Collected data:
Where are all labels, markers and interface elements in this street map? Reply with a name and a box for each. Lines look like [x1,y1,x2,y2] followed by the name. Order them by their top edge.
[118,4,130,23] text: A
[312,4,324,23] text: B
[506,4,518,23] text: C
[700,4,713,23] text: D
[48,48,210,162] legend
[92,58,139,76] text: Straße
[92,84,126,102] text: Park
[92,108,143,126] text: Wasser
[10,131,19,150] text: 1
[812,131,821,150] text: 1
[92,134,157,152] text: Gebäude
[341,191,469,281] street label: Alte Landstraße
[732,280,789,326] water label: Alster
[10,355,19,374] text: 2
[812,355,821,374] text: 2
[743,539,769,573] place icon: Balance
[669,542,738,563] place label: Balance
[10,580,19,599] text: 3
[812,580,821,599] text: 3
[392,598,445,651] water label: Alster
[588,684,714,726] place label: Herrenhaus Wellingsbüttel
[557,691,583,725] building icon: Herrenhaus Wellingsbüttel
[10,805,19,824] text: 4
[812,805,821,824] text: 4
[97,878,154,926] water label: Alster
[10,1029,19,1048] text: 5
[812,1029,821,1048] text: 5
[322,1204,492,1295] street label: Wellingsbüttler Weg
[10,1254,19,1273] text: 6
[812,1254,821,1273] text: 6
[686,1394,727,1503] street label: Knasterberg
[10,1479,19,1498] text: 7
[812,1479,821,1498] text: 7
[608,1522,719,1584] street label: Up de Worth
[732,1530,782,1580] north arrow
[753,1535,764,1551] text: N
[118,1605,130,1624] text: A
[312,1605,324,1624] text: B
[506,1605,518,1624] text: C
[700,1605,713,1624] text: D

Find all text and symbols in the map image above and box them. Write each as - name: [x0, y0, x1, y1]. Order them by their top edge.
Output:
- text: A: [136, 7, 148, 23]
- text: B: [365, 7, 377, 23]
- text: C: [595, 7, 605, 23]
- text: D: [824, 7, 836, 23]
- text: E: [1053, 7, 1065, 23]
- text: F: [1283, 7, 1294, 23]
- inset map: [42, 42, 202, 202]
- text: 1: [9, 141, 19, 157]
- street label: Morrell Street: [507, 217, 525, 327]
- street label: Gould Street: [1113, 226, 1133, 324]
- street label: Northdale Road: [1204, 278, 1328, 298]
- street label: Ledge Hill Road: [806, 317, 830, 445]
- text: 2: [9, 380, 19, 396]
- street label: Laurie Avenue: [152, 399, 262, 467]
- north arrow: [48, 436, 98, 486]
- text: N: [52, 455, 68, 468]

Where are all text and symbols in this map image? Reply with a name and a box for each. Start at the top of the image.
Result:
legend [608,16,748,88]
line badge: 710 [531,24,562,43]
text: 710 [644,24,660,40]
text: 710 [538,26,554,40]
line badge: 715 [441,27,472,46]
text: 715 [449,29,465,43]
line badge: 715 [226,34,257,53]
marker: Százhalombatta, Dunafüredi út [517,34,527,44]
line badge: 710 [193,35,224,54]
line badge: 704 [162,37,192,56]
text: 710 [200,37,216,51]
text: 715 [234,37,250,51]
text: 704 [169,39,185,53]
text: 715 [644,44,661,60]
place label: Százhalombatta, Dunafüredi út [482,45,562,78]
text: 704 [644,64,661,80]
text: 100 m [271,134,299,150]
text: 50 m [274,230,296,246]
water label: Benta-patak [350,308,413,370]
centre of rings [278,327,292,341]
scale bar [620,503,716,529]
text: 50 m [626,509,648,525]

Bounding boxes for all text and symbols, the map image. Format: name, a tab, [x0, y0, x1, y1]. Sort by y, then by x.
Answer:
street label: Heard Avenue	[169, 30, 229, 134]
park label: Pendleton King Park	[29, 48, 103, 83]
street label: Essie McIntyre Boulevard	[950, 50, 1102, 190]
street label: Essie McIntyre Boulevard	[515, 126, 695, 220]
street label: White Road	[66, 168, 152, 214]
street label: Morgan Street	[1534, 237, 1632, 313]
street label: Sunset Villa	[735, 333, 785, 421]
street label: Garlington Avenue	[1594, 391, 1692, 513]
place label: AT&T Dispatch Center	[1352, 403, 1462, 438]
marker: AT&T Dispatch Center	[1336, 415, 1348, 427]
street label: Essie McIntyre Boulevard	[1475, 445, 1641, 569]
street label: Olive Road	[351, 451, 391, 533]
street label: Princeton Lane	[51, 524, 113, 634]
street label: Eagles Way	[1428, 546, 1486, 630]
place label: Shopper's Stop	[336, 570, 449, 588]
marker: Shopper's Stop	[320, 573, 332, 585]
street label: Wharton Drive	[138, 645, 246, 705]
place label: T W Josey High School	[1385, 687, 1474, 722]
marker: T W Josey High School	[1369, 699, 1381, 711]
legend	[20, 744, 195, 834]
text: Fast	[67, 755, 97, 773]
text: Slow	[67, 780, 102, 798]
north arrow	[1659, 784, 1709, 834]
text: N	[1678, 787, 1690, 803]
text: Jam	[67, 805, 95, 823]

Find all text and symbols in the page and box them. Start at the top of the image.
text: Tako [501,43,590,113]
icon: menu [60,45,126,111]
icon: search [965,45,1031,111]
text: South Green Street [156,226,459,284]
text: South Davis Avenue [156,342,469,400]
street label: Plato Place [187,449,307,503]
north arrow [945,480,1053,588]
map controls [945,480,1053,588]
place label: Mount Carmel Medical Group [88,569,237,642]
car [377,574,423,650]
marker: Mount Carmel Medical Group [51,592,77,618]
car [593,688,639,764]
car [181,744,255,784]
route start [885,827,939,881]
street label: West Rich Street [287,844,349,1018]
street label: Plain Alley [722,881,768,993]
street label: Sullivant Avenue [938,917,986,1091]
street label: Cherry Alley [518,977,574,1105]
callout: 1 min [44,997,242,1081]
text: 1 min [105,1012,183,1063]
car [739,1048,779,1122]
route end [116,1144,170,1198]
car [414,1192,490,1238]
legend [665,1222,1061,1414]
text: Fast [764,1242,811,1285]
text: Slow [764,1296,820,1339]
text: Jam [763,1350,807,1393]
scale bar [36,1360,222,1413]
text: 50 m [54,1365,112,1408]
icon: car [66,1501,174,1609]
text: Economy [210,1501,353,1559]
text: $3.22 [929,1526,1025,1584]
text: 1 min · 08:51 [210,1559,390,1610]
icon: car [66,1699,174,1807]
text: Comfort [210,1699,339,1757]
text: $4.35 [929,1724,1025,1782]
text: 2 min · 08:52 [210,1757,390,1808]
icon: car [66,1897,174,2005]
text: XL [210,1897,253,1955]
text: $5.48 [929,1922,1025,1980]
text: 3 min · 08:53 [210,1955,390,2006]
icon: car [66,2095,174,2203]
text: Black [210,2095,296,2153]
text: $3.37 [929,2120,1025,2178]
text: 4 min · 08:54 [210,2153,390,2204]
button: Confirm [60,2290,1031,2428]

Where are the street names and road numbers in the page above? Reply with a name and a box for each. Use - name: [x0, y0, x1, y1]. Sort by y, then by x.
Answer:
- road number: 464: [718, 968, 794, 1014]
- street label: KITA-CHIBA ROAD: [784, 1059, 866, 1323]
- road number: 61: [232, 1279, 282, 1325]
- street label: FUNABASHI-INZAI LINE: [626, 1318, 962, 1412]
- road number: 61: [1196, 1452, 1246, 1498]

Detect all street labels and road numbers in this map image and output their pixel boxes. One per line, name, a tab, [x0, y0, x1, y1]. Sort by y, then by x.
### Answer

[Work task]
Once more, write out all of the entries above exactly.

[Problem solution]
Where are all labels, markers and interface elements in this street map? Reply with a name and a box for each. Lines look like [x1,y1,x2,y2] followed by the name. Order them by their top edge.
[118,4,130,23] text: A
[312,4,324,23] text: B
[506,4,518,23] text: C
[700,4,713,23] text: D
[48,48,210,162] legend
[92,58,139,76] text: Straße
[92,84,126,102] text: Park
[92,108,143,126] text: Wasser
[10,131,19,150] text: 1
[812,131,821,150] text: 1
[92,134,157,152] text: Gebäude
[341,191,469,281] street label: Alte Landstraße
[732,280,789,326] water label: Alster
[10,355,19,374] text: 2
[812,355,821,374] text: 2
[743,539,769,573] place icon: Balance
[669,542,738,563] place label: Balance
[10,580,19,599] text: 3
[812,580,821,599] text: 3
[392,598,445,651] water label: Alster
[588,684,714,726] place label: Herrenhaus Wellingsbüttel
[557,691,583,725] building icon: Herrenhaus Wellingsbüttel
[10,805,19,824] text: 4
[812,805,821,824] text: 4
[97,878,154,926] water label: Alster
[10,1029,19,1048] text: 5
[812,1029,821,1048] text: 5
[322,1204,492,1295] street label: Wellingsbüttler Weg
[10,1254,19,1273] text: 6
[812,1254,821,1273] text: 6
[686,1394,727,1503] street label: Knasterberg
[10,1479,19,1498] text: 7
[812,1479,821,1498] text: 7
[608,1522,719,1584] street label: Up de Worth
[732,1530,782,1580] north arrow
[753,1535,764,1551] text: N
[118,1605,130,1624] text: A
[312,1605,324,1624] text: B
[506,1605,518,1624] text: C
[700,1605,713,1624] text: D

Find all text and symbols in the map image above and box them. Write each as - name: [x0, y0, x1, y1]. Order them by their top edge.
Output:
- text: A: [136, 7, 148, 23]
- text: B: [365, 7, 377, 23]
- text: C: [595, 7, 605, 23]
- text: D: [824, 7, 836, 23]
- text: E: [1053, 7, 1065, 23]
- text: F: [1283, 7, 1294, 23]
- inset map: [42, 42, 202, 202]
- text: 1: [9, 141, 19, 157]
- street label: Morrell Street: [507, 217, 525, 327]
- street label: Gould Street: [1113, 226, 1133, 324]
- street label: Northdale Road: [1204, 278, 1328, 298]
- street label: Ledge Hill Road: [806, 317, 830, 445]
- text: 2: [9, 380, 19, 396]
- street label: Laurie Avenue: [152, 399, 262, 467]
- north arrow: [48, 436, 98, 486]
- text: N: [52, 455, 68, 468]

Where are all text and symbols in this map image? Reply with a name and a box for each. Start at the top of the image.
Result:
legend [608,16,748,88]
line badge: 710 [531,24,562,43]
text: 710 [644,24,660,40]
text: 710 [538,26,554,40]
line badge: 715 [441,27,472,46]
text: 715 [449,29,465,43]
line badge: 715 [226,34,257,53]
marker: Százhalombatta, Dunafüredi út [517,34,527,44]
line badge: 710 [193,35,224,54]
line badge: 704 [162,37,192,56]
text: 710 [200,37,216,51]
text: 715 [234,37,250,51]
text: 704 [169,39,185,53]
text: 715 [644,44,661,60]
place label: Százhalombatta, Dunafüredi út [482,45,562,78]
text: 704 [644,64,661,80]
text: 100 m [271,134,299,150]
text: 50 m [274,230,296,246]
water label: Benta-patak [350,308,413,370]
centre of rings [278,327,292,341]
scale bar [620,503,716,529]
text: 50 m [626,509,648,525]

Bounding boxes for all text and symbols, the map image. Format: name, a tab, [x0, y0, x1, y1]. Sort by y, then by x.
Answer:
street label: Heard Avenue	[169, 30, 229, 134]
park label: Pendleton King Park	[29, 48, 103, 83]
street label: Essie McIntyre Boulevard	[950, 50, 1102, 190]
street label: Essie McIntyre Boulevard	[515, 126, 695, 220]
street label: White Road	[66, 168, 152, 214]
street label: Morgan Street	[1534, 237, 1632, 313]
street label: Sunset Villa	[735, 333, 785, 421]
street label: Garlington Avenue	[1594, 391, 1692, 513]
place label: AT&T Dispatch Center	[1352, 403, 1462, 438]
marker: AT&T Dispatch Center	[1336, 415, 1348, 427]
street label: Essie McIntyre Boulevard	[1475, 445, 1641, 569]
street label: Olive Road	[351, 451, 391, 533]
street label: Princeton Lane	[51, 524, 113, 634]
street label: Eagles Way	[1428, 546, 1486, 630]
place label: Shopper's Stop	[336, 570, 449, 588]
marker: Shopper's Stop	[320, 573, 332, 585]
street label: Wharton Drive	[138, 645, 246, 705]
place label: T W Josey High School	[1385, 687, 1474, 722]
marker: T W Josey High School	[1369, 699, 1381, 711]
legend	[20, 744, 195, 834]
text: Fast	[67, 755, 97, 773]
text: Slow	[67, 780, 102, 798]
north arrow	[1659, 784, 1709, 834]
text: N	[1678, 787, 1690, 803]
text: Jam	[67, 805, 95, 823]

Find all text and symbols in the page and box them. Start at the top of the image.
text: Tako [501,43,590,113]
icon: menu [60,45,126,111]
icon: search [965,45,1031,111]
text: South Green Street [156,226,459,284]
text: South Davis Avenue [156,342,469,400]
street label: Plato Place [187,449,307,503]
north arrow [945,480,1053,588]
map controls [945,480,1053,588]
place label: Mount Carmel Medical Group [88,569,237,642]
car [377,574,423,650]
marker: Mount Carmel Medical Group [51,592,77,618]
car [593,688,639,764]
car [181,744,255,784]
route start [885,827,939,881]
street label: West Rich Street [287,844,349,1018]
street label: Plain Alley [722,881,768,993]
street label: Sullivant Avenue [938,917,986,1091]
street label: Cherry Alley [518,977,574,1105]
callout: 1 min [44,997,242,1081]
text: 1 min [105,1012,183,1063]
car [739,1048,779,1122]
route end [116,1144,170,1198]
car [414,1192,490,1238]
legend [665,1222,1061,1414]
text: Fast [764,1242,811,1285]
text: Slow [764,1296,820,1339]
text: Jam [763,1350,807,1393]
scale bar [36,1360,222,1413]
text: 50 m [54,1365,112,1408]
icon: car [66,1501,174,1609]
text: Economy [210,1501,353,1559]
text: $3.22 [929,1526,1025,1584]
text: 1 min · 08:51 [210,1559,390,1610]
icon: car [66,1699,174,1807]
text: Comfort [210,1699,339,1757]
text: $4.35 [929,1724,1025,1782]
text: 2 min · 08:52 [210,1757,390,1808]
icon: car [66,1897,174,2005]
text: XL [210,1897,253,1955]
text: $5.48 [929,1922,1025,1980]
text: 3 min · 08:53 [210,1955,390,2006]
icon: car [66,2095,174,2203]
text: Black [210,2095,296,2153]
text: $3.37 [929,2120,1025,2178]
text: 4 min · 08:54 [210,2153,390,2204]
button: Confirm [60,2290,1031,2428]

Where are the street names and road numbers in the page above? Reply with a name and a box for each. Use - name: [x0, y0, x1, y1]. Sort by y, then by x.
Answer:
- road number: 464: [718, 968, 794, 1014]
- street label: KITA-CHIBA ROAD: [784, 1059, 866, 1323]
- road number: 61: [232, 1279, 282, 1325]
- street label: FUNABASHI-INZAI LINE: [626, 1318, 962, 1412]
- road number: 61: [1196, 1452, 1246, 1498]

Detect all street labels and road numbers in this map image and output their pixel boxes. One per line, name, a tab, [x0, y0, x1, y1]. Sort by y, then by x.
### Answer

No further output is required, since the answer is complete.